**Task**
Wherever a line in the records contains the word "Suzana", return that line.
%%
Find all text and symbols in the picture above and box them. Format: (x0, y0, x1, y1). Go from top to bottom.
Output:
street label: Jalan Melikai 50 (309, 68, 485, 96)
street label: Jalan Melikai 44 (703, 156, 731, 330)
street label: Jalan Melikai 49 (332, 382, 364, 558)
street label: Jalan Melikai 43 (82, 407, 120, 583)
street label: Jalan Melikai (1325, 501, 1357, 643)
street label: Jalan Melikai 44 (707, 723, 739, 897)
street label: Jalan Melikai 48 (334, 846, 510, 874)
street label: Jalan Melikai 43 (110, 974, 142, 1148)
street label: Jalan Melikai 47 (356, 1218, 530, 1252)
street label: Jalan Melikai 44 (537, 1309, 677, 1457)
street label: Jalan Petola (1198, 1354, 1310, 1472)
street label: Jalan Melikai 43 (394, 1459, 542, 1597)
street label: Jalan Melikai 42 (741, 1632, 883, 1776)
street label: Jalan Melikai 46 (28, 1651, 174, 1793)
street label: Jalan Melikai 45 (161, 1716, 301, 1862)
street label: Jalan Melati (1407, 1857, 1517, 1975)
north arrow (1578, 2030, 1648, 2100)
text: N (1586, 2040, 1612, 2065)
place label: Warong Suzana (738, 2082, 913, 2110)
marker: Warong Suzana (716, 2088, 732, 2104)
%%
**Solved problem**
place label: Warong Suzana (738, 2082, 913, 2110)
marker: Warong Suzana (716, 2088, 732, 2104)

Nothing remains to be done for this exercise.